# Introduction into MapReduce

(based on https://towardsdatascience.com/a-beginners-introduction-into-mapreduce-2c912bb5e6ac)

Many times, as Data Scientists, we have to deal with huge amount of data. In those cases, many approaches won’t work or won’t be feasible. A massive amount of data is good, it’s very good, and we want to utilize as much as possible.

Here I want to introduce the MapReduce technique, which is a broad technique that is used to handle a huge amount of data. There are many implementations of MapReduce, including the famous Apache Hadoop. Here, I won’t talk about implementations. I’ll try to introduce the concept in the most intuitive way and present examples for both toy and real-life examples.

Let’s start with some straightforward task. You’re given a list of strings, and you need to return the longest string. It’s pretty easy to do in python:

In [64]:
def find_longest_string(list_of_strings):
    longest_string = None
    longest_string_len = 0
    for s in list_of_strings:
        if len(s) > longest_string_len:
            longest_string_len = len(s)
            longest_string = s
    return longest_string

We go over the strings one by one, compute the length and keep the longest string until we finished.

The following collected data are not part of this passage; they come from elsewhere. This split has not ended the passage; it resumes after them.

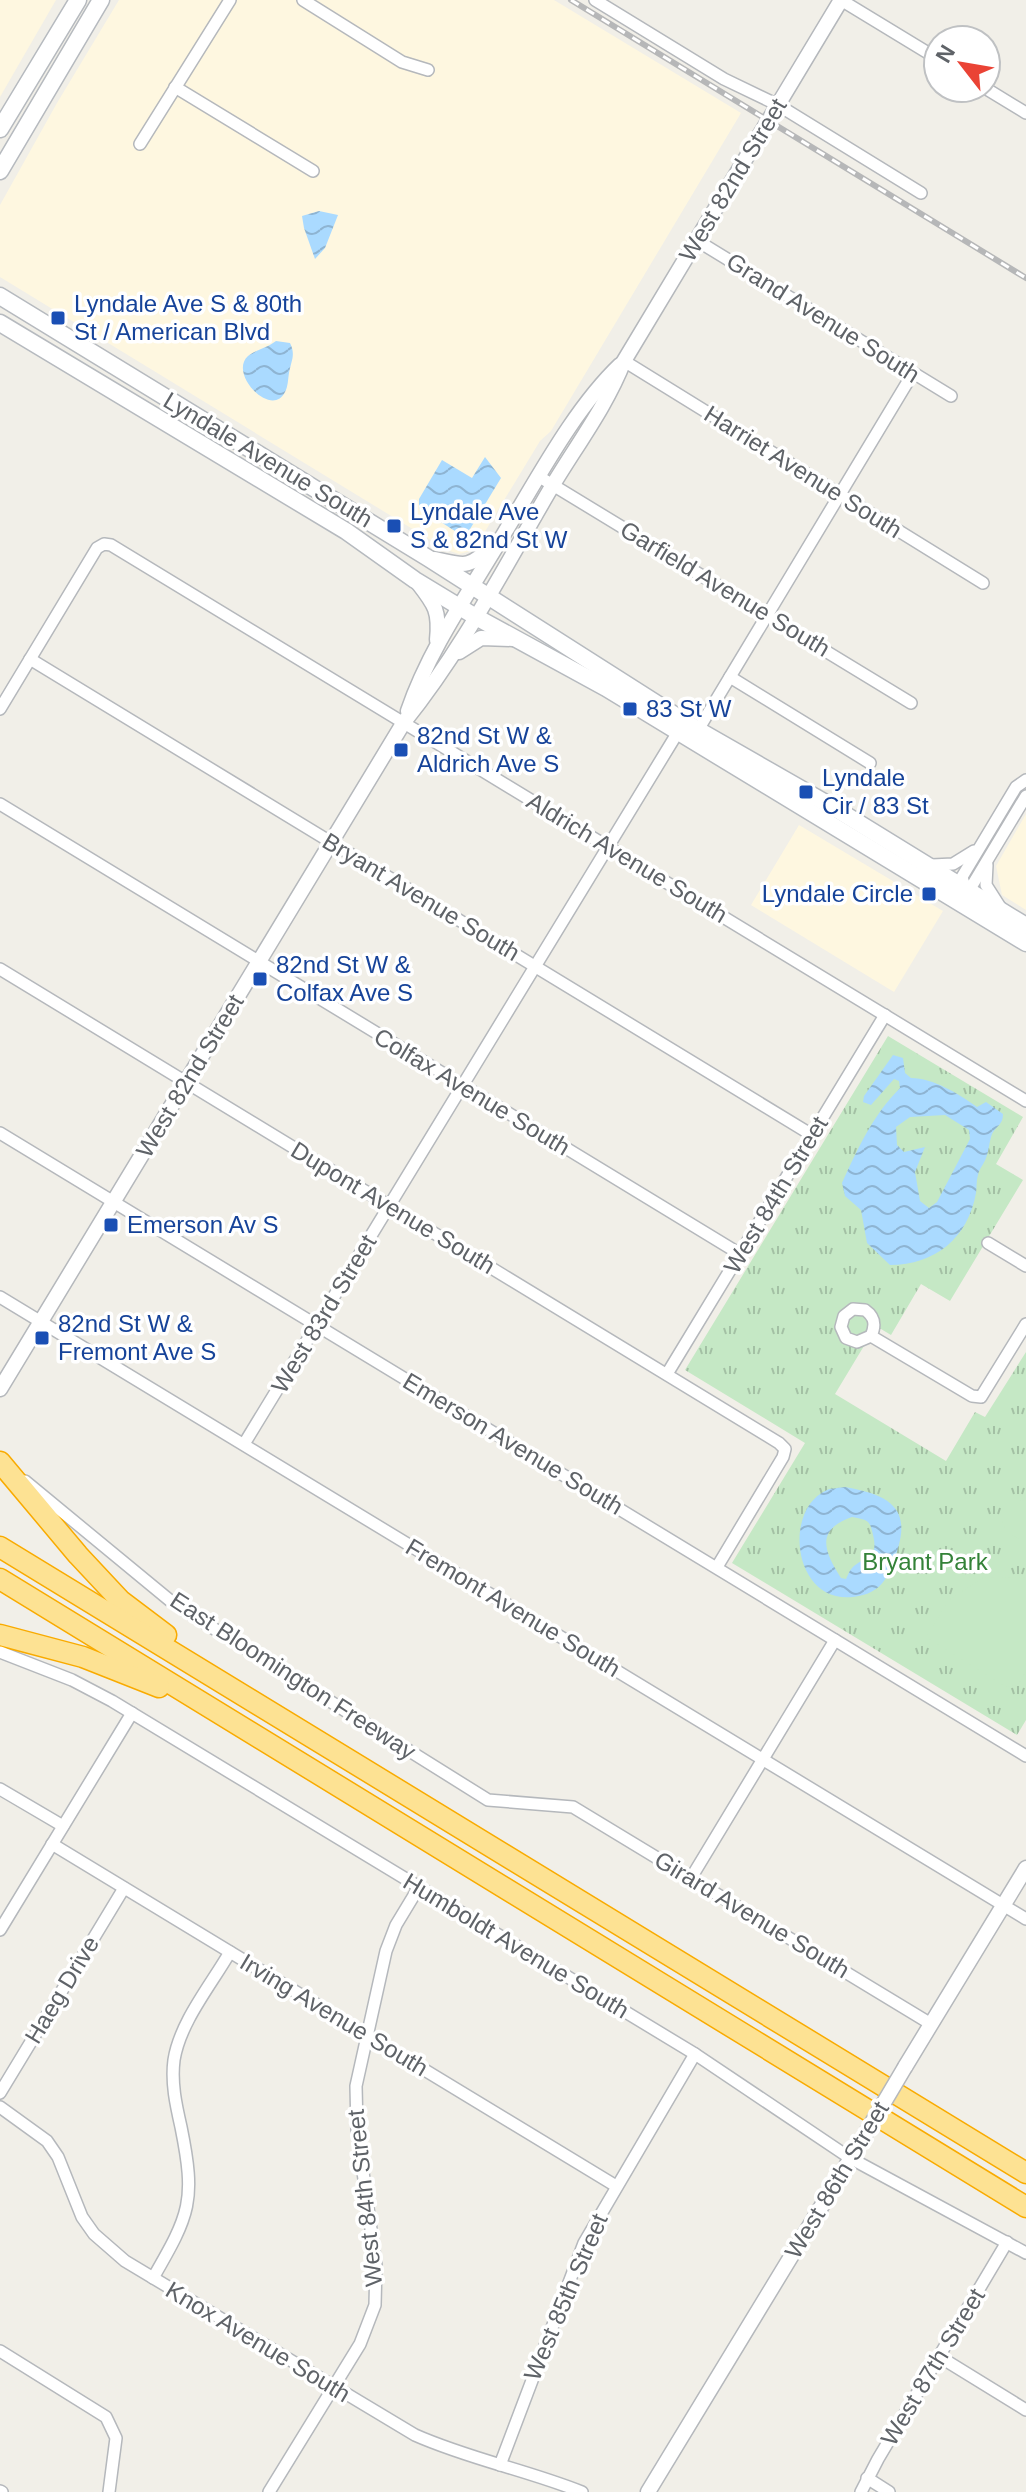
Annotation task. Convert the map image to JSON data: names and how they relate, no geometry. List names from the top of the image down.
{
  "streets": {
    "main road": ["Lyndale Avenue South"],
    "street": [
      "West 82nd Street",
      "Grand Avenue South",
      "Harriet Avenue South",
      "Garfield Avenue South",
      "Aldrich Avenue South",
      "Bryant Avenue South",
      "Colfax Avenue South",
      "West 84th Street",
      "Dupont Avenue South",
      "West 83rd Street",
      "Emerson Avenue South",
      "Fremont Avenue South",
      "East Bloomington Freeway",
      "Girard Avenue South",
      "Humboldt Avenue South",
      "Haeg Drive",
      "Irving Avenue South",
      "West 86th Street",
      "West 85th Street",
      "Knox Avenue South",
      "West 87th Street"
    ]
  },
  "crossings": [
    ["West 82nd Street", "Grand Avenue South"],
    ["West 82nd Street", "Lyndale Avenue South"],
    ["West 82nd Street", "Harriet Avenue South"],
    ["West 82nd Street", "Garfield Avenue South"],
    ["West 82nd Street", "Aldrich Avenue South"],
    ["West 82nd Street", "Bryant Avenue South"],
    ["West 82nd Street", "Colfax Avenue South"],
    ["West 82nd Street", "Dupont Avenue South"],
    ["West 82nd Street", "Emerson Avenue South"],
    ["West 82nd Street", "Fremont Avenue South"],
    ["Lyndale Avenue South", "West 83rd Street"],
    ["Aldrich Avenue South", "Bryant Avenue South"],
    ["Aldrich Avenue South", "West 84th Street"],
    ["Aldrich Avenue South", "West 83rd Street"],
    ["Bryant Avenue South", "West 84th Street"],
    ["Bryant Avenue South", "West 83rd Street"],
    ["Colfax Avenue South", "West 84th Street"],
    ["Colfax Avenue South", "West 83rd Street"],
    ["West 84th Street", "Dupont Avenue South"],
    ["West 84th Street", "Humboldt Avenue South"],
    ["West 84th Street", "Irving Avenue South"],
    ["West 84th Street", "Knox Avenue South"],
    ["Dupont Avenue South", "West 83rd Street"],
    ["Dupont Avenue South", "Emerson Avenue South"],
    ["West 83rd Street", "Emerson Avenue South"],
    ["West 83rd Street", "Fremont Avenue South"],
    ["Fremont Avenue South", "West 86th Street"],
    ["East Bloomington Freeway", "Girard Avenue South"],
    ["Girard Avenue South", "West 86th Street"],
    ["Humboldt Avenue South", "West 86th Street"],
    ["Humboldt Avenue South", "West 85th Street"],
    ["Humboldt Avenue South", "West 87th Street"],
    ["Haeg Drive", "Irving Avenue South"],
    ["Irving Avenue South", "West 85th Street"],
    ["West 85th Street", "Knox Avenue South"]
  ],
  "parks": ["Bryant Park"],
  "places": {
    "transit": [
      "Lyndale Ave S & 80th St / American Blvd",
      "Lyndale Ave S & 82nd St W",
      "83 St W",
      "82nd St W & Aldrich Ave S",
      "Lyndale Cir / 83 St",
      "Lyndale Circle",
      "82nd St W & Colfax Ave S",
      "Emerson Av S",
      "82nd St W & Fremont Ave S"
    ]
  },
  "north": "top left"
}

Even for lists with much more than 3 elements it works pretty well, here we try with 3000 elements:

In [65]:
list_of_strings = ['abc', 'python', 'dima']

large_list_of_strings = list_of_strings*1000

print(find_longest_string(large_list_of_strings))

python


But what if we try for 300 million elements?

In [66]:
large_list_of_strings = list_of_strings*100000000

max_length = max(large_list_of_strings, key=len)

Our solution is not scalable. We can do “Horizontal Scaling”, we’ll design our code so it could run in parallel, and it will get much faster when we’ll add more processors and/or CPUs.

To do that, we need to break our code into smaller components and see how we can execute computations in parallel. The intuition is as follows: 1) break our data into many chunks, 2) execute the `find_longest_string` function for every chunk in parallel and 3) find the longest string among the outputs of all chunks.

Our code is very specific and it hard to break and modify, so instead of using the `find_longest_string` function, we’ll develop a more generic framework that will help us perform different computations in parallel on large data.

The two main things we do in our code is computing the `len` of the string and comparing it to the longest string until now. We’ll break our code into two steps: 1) compute the `len` of all strings and 2) select the `max` value.

In [67]:
# step 1:
list_of_string_lens = [len(s) for s in large_list_of_strings]
list_of_string_lens = zip(list_of_strings, list_of_string_lens)

#step 2:
max_len = max(list_of_string_lens, key=lambda t: t[1])
print(max_len)

('python', 6)


(I’m calculating the length of the strings and then `zip` them together because this is much faster than doing it in one line and duplicating the list of strings)

Now our “step 2” gets as input not the original list of strings, but some preprocessed data. This allows us to execute step two using the output of another “step two”s! We’ll understand that better in a bit, but first, let’s give those steps a name. We’ll call “step one” a “mapper” because it maps some value into some other value, and we’ll call “step two” a reducer because it gets a list of values and produces a single (in most cases) value. Here’re two helper functions for mapper and reducer:

In [68]:
mapper = len

def reducer(p, c):
    if p[1] > c[1]:
        return p
    return c

The mapper is just the `len` function. It gets a string and returns its length. The reducer gets two tuples as input and returns the one with the biggest length.

Let’s rewrite our code using `map` and `reduce`, there are even built-in functions for this in python.

In [69]:
from functools import reduce
#step 1
mapped = map(mapper, large_list_of_strings)
mapped = zip(large_list_of_strings, mapped)

#step 2:
reduced = reduce(reducer, mapped)
print(reduced)

('python', 6)


The code does exactly the same thing, it looks bit fancier, but also it is more generic and will help us parallelize it. Let’s look more closely at it:

Step 1 maps our list of strings into a list of tuples using the mapper function (here I use the `zip` again to avoid duplicating the strings).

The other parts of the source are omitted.